US economic recovery: when, how strong, how lasting?

May 5, 1982

Americans will need a cool, far-sighted perspective to understand what is happening to their economy, given the mix of economic news on the horizon.

Government figures due out May 7 are likely to show that the US unemployment rate, now 9 percent, has risen to the highest level since the beginning of World War II.

Even a rise of 0.1 percent would push the jobless rate above any level reached since 1941, when unemployment averaged 9.9 percent for the year.

What is more, unemployment may continue to climb over the next few months, even if the current recession bottoms out and the economy begins to pick up.

''If industrial production levels out during the second quarter of the year, '' says Barry P. Bosworth, ''unemployment still may rise.'' Unemployment, in other words, is a lagging indicator of what is happening in the economy.

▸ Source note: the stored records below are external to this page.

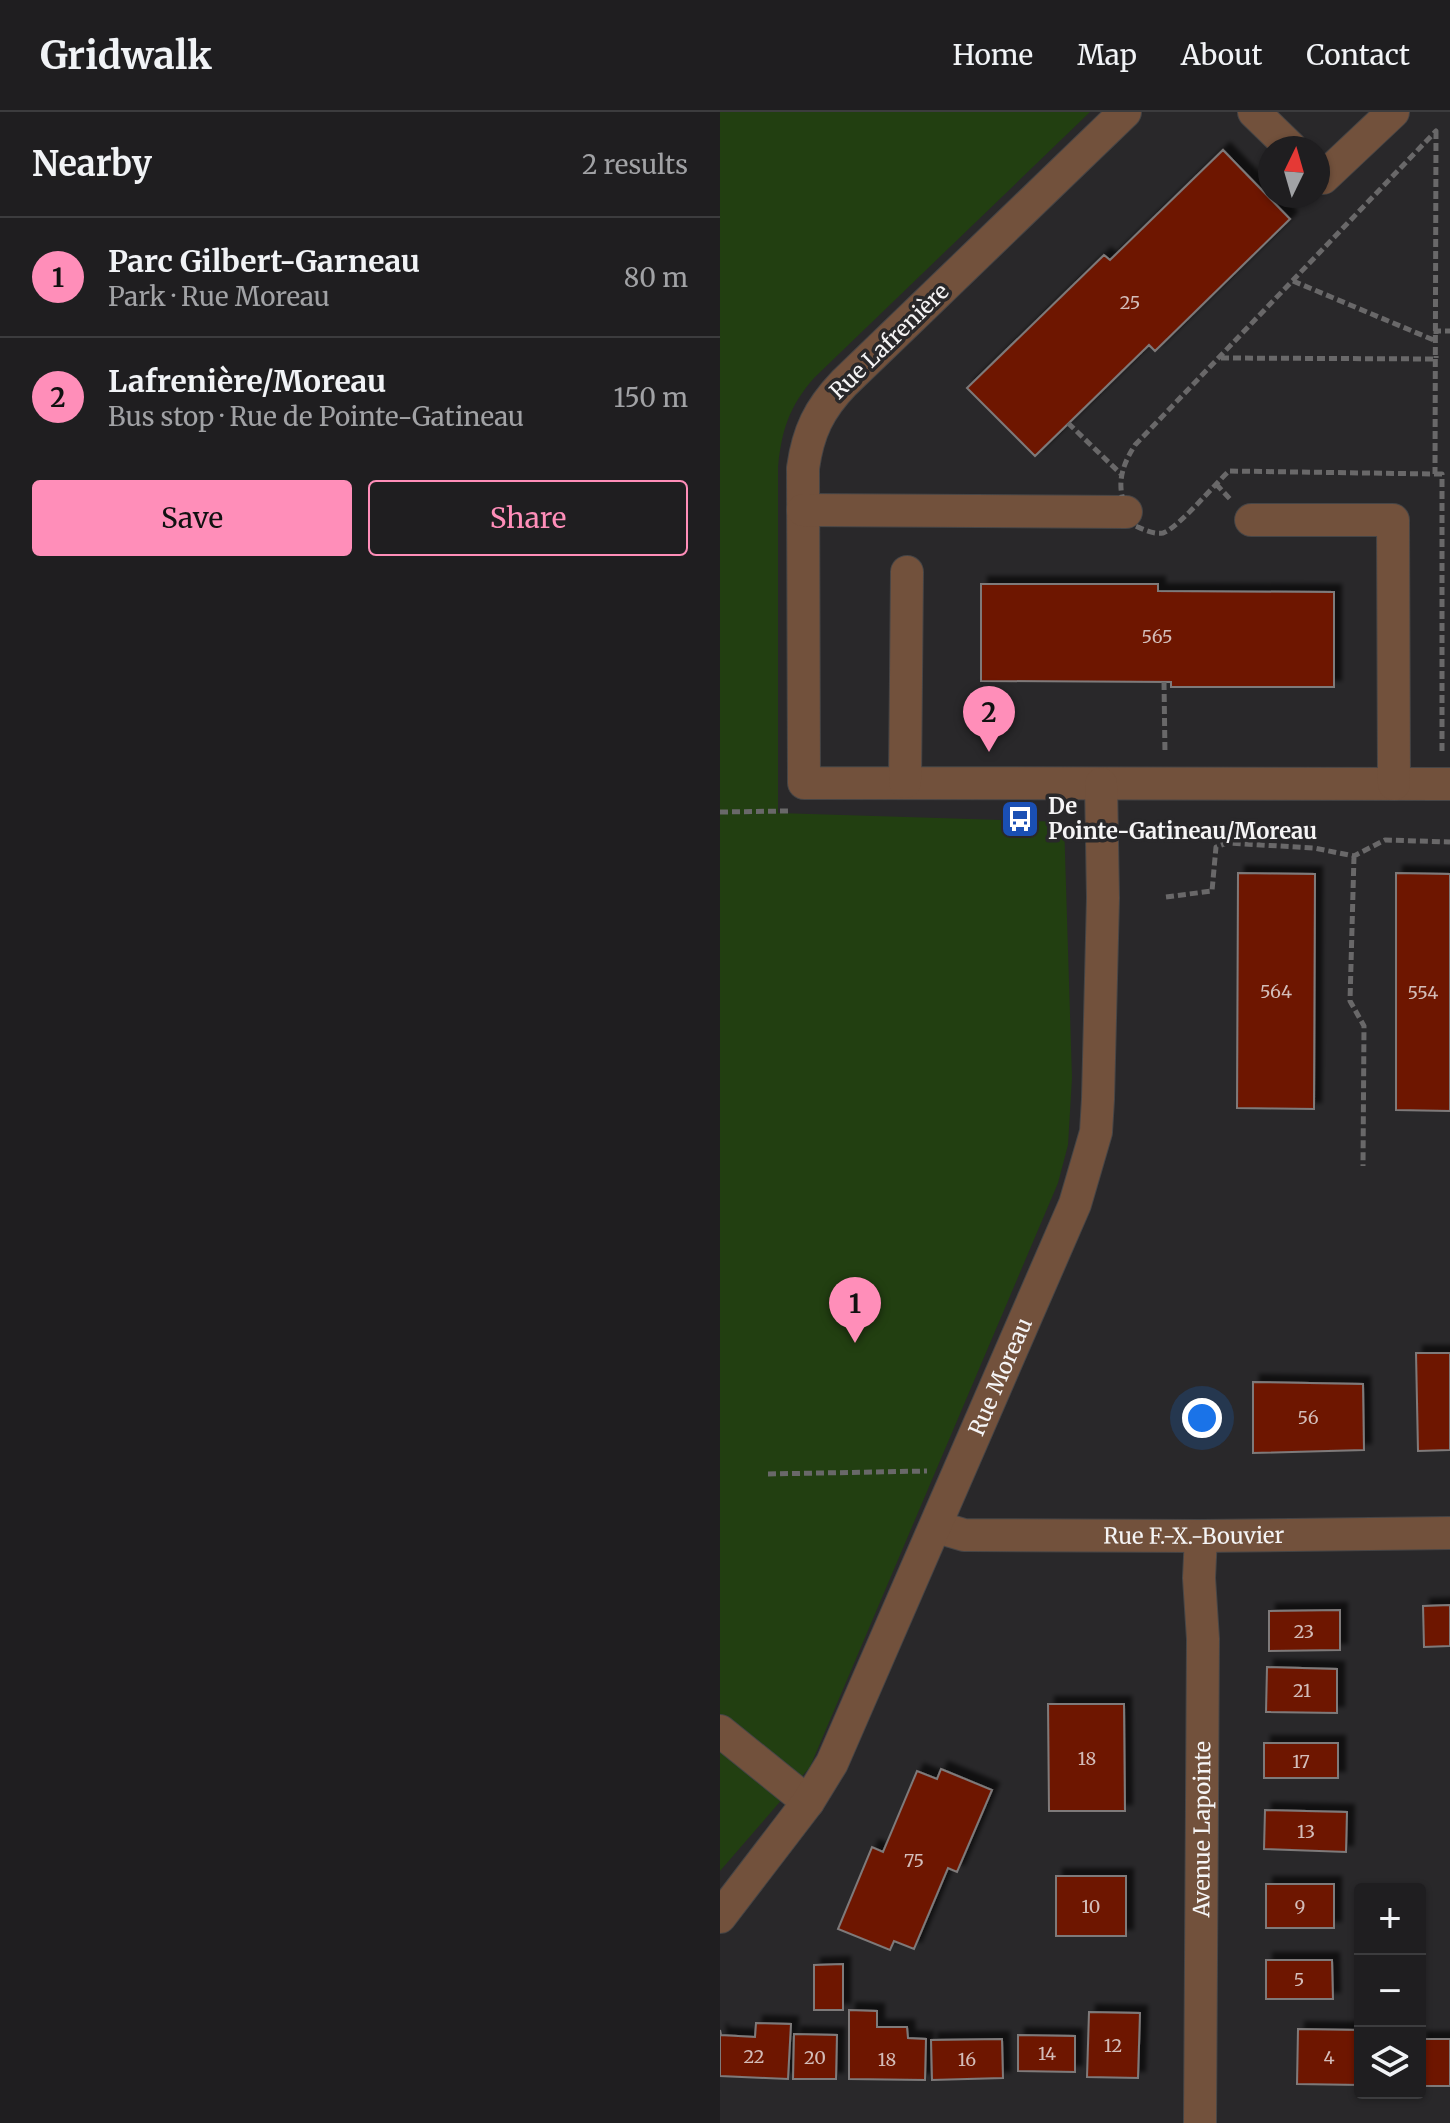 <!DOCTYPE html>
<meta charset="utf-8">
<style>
body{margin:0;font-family:Merriweather,serif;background:#2c2b2d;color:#f1f3f6}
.controls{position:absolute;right:24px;bottom:24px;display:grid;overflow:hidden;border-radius:8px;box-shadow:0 2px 6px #0004}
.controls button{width:72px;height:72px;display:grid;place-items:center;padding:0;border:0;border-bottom:2px solid #3c3c3e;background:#1f1e20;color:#f1f3f6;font:40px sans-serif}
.compass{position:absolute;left:538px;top:24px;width:72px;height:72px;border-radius:50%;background:#1f1e20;box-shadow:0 2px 6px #0004;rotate:5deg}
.you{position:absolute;left:482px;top:1306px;width:28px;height:28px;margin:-20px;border:6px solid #fff;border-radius:50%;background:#1a73e8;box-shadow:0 0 0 12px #1a73e833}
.badge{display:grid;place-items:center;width:52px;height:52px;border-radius:50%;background:#ff8eb9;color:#111;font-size:26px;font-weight:700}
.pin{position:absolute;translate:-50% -66px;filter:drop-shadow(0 2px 4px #0008)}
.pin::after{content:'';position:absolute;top:42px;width:28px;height:24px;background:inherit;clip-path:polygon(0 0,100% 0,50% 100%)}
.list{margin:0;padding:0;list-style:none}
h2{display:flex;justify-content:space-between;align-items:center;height:104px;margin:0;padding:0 32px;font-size:34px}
h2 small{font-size:26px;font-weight:400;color:#a1a2a5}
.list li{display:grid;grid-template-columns:52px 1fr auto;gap:24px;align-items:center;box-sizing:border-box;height:120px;padding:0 32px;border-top:2px solid #3c3c3e}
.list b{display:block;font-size:30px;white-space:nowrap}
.list p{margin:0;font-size:26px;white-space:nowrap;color:#a1a2a5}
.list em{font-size:26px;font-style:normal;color:#a1a2a5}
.actions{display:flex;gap:16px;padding:24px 32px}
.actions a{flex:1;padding:18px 0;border:2px solid #ff8eb9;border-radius:8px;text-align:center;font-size:28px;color:#ff8eb9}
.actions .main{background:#ff8eb9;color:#111}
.icon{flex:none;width:44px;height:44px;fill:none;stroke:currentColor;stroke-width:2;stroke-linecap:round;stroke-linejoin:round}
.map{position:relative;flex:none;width:730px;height:2011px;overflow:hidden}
header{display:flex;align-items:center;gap:48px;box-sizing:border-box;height:112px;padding:0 40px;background:#1f1e20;border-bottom:2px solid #3c3c3e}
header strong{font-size:38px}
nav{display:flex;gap:44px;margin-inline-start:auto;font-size:28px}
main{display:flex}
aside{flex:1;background:#1f1e20}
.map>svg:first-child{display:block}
.green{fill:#223f11}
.building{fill:#6e1906;stroke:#7e7a7a;stroke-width:2;filter:url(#shadow)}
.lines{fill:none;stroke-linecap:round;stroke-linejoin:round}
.minor-casing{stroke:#464546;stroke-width:34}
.path{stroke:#696869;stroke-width:5;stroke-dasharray:8 4;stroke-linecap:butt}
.minor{stroke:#72513c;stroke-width:32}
.labels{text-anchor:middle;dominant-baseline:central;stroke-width:7;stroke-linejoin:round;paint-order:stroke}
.number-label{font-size:18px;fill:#d3bdb9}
.street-label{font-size:22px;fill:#f5f4f5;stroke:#29282a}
.poi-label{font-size:22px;font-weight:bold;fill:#f5f4f5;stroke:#29282a;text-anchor:start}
</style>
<header>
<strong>Gridwalk</strong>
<nav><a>Home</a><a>Map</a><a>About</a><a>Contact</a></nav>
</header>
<main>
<aside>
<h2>Nearby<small>2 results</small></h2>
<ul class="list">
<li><span class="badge">1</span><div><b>Parc Gilbert-Garneau</b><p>Park · Rue Moreau</p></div><em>80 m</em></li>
<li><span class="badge">2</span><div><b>Lafrenière/Moreau</b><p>Bus stop · Rue de Pointe-Gatineau</p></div><em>150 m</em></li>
</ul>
<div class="actions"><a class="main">Save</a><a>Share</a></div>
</aside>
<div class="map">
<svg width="730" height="2011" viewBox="0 0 730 2011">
<defs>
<filter id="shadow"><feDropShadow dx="7" dy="-7" stdDeviation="2" flood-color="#0009"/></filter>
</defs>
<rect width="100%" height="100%" fill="#29282a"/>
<path class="green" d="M0 0H370L94 266C69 295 62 317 58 355V701L344 710 352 966 348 1033 338 1071 90 1655 0 1759Z"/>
<path class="building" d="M503 38 570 107 435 239 429 233 315 344 247 276 384 143 390 148Z
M261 472H438V479L614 480V575H451V570L261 569Z
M518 761 595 762 594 997 517 996Z
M676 761 730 762V999L676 998Z
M696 1241H730V1338L698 1339Z
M533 1270 643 1272 644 1338 533 1341Z
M730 1493V1534L704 1535 703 1494Z
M620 1498V1538L549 1539V1499Z
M547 1555 617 1557V1601L546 1600Z
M328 1592H404L405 1699H329Z
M544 1631H618V1666H544Z
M221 1657 272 1678 237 1760 228 1756 194 1837 174 1829 170 1838 118 1817 152 1735 163 1740 197 1659 217 1667Z
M545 1698 627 1700 626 1740 544 1737Z
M336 1764H406V1824H336Z
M546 1772H614V1816H546Z
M546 1848H612L613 1887H546Z
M123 1852V1898H94V1853Z
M129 1898 157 1899V1915H187L188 1926 206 1927 205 1968 129 1967Z
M369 1900 420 1901 418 1966 367 1965Z
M36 1911 71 1912 68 1967 0 1964V1918L1 1923 35 1925Z
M578 1917 640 1918V1973L577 1972Z
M74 1922 117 1923 116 1967H73Z
M298 1923 355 1924V1960L298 1959Z
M282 1927 283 1966 212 1968 211 1928Z
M700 1927H730V1974H700Z"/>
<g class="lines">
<g class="minor-casing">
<g id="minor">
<path d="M405 0 124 271C99 297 88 320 83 356L84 671 730 672"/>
<path d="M534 0 571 36"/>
<path d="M598 62 603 66 673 0"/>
<path d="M83 398 406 400"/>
<path d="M531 408H673L674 672"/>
<path d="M185 670 187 460"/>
<path id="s1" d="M217 1415 244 1423 481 1424 730 1421"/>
<path d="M0 1619 88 1690"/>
<path id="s2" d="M0 1805 88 1690 112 1651 355 1092 376 1020 378 987 383 786 381 672"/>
<path id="s3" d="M480 2011 483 1527 479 1466 481 1424"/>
</g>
</g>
<path class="path" d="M716 19 715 362 509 359C496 371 457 417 443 421 433 423 421 416 413 413 397 381 396 363 415 333Z
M573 169 716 229
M716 222V219H730
M501 246 716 247V244
M348 311 402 363
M715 362H722V642
M496 372 510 387
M444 570 445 642
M0 700 68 699
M634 744 630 889 644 914 643 1054
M446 785 492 779 496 735 507 731 594 736 634 744 665 728 730 730
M48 1362 207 1359"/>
<use href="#minor" class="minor"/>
</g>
<defs>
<g id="bus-square" transform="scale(2)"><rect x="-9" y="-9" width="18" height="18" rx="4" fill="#1a4fb4" stroke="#29282a"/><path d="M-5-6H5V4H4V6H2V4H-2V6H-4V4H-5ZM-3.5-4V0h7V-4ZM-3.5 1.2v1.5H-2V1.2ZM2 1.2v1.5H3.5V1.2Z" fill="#fff"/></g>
</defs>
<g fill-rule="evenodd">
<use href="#bus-square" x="300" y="707"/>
</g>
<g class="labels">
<g class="number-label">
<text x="410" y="190">25</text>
<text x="437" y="524">565</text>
<text x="556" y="879">564</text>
<text x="703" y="880">554</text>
<text x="588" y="1305">56</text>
<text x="584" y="1519">23</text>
<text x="582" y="1578">21</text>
<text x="367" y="1646">18</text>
<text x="581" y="1649">17</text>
<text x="586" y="1719">13</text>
<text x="194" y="1748">75</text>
<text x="371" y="1794">10</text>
<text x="580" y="1794">9</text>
<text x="579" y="1867">5</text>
<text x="393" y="1933">12</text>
<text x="327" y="1941">14</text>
<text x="34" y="1944">22</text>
<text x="95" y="1945">20</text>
<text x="609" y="1945">4</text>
<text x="167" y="1947">18</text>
<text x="247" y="1947">16</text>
</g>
<g class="street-label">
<text transform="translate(169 229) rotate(-44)">Rue Lafrenière</text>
<text stroke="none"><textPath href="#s2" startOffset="612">Rue Moreau</textPath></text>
<text stroke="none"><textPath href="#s1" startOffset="258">Rue F.-X.-Bouvier</textPath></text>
<text stroke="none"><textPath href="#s3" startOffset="294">Avenue Lapointe</textPath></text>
</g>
<g class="poi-label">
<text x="328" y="694">De<tspan x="328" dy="25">Pointe-Gatineau/Moreau</tspan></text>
</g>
</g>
</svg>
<div class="controls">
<button>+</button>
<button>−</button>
<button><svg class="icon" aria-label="layers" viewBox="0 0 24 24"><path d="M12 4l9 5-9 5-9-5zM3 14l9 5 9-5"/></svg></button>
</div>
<svg class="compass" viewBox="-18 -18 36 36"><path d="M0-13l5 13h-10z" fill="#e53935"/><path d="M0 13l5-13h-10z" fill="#a1a2a5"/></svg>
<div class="you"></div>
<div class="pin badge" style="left:135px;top:1231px">1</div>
<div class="pin badge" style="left:269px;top:640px">2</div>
</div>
</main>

Employers tend to hold onto their workers as long as possible when recession comes. ''An employer carries people for a period of time,'' says Dr. Bosworth, a senior fellow at the Brookings Institution, ''a practice that used to be called labor hoarding.''

Conversely, having been forced finally to let workers go, employers tend to get as much mileage as possible out of reduced work forces before rehiring.

The economy may grow for as much as a quarter of a year, experts say, before the unemployment rate begins to shrink.

Americans, in other words, should not necessarily deduce from rising jobless figures that the economy is falling apart. Leading indicators--factors suggesting what the future is likely to bring--may tell a different story.

Such indicators include new orders for manufactured goods, orders for machine tools and equipment, building permits, length of the work week, and others.

So far the government's index of leading indicators has continued to sink, registering its 11th straight month of decline in March. There is, in short, little evidence to indicate that the recession has hit bottom, though many analysts--and certainly those within the Reagan administration--anticipate a leveling off in the April-June quarter.

''During the first quarter,'' says Murray Weidenbaum, chief economic adviser to President Reagan, ''there was a substantial inventory reduction'' by merchants trying to clear their shelves and warehouses of a backlog of unsold goods.

''If that process has been completed,'' says Mr. Weidenbaum,''the second quarter should be flat, maybe even slightly up, then stronger growth in the second half of the year.''

Beginning July 1, $45 billion will start to pour into the hands of consumers, through a 10 percent income tax reduction and, to 36 million elderly Americans, through higher social security benefits.

Much of that money will be spent, providing a spur to retail sales and to the economy as a whole--but not enough, many experts agree, to bring the economy ''roaring back,'' as Treasury Secretary Donald T. Regan has claimed.

A growing economy will butt up against high interest rates, which are not expected to fall significantly until Congress and the White House fashion a 1983 budget indicative of lower deficits in the future.

This means, says Bosworth, that unemployment may remain high for some time to come. To cause the jobless rate to fall by 1 percent, he says, ''You look for an economic growth rate of 5 or 6 percent after a recession. You need something close to a 3 percent growth rate, just to hold your own on unemployment.''

This time around, many economists believe a 5 to 6 percent increase in the gross national product is unlikely because of high interest rates.

Bosworth's conclusion: The US jobless rate may not fall below 8.5 to 9 percent over the next 12 months.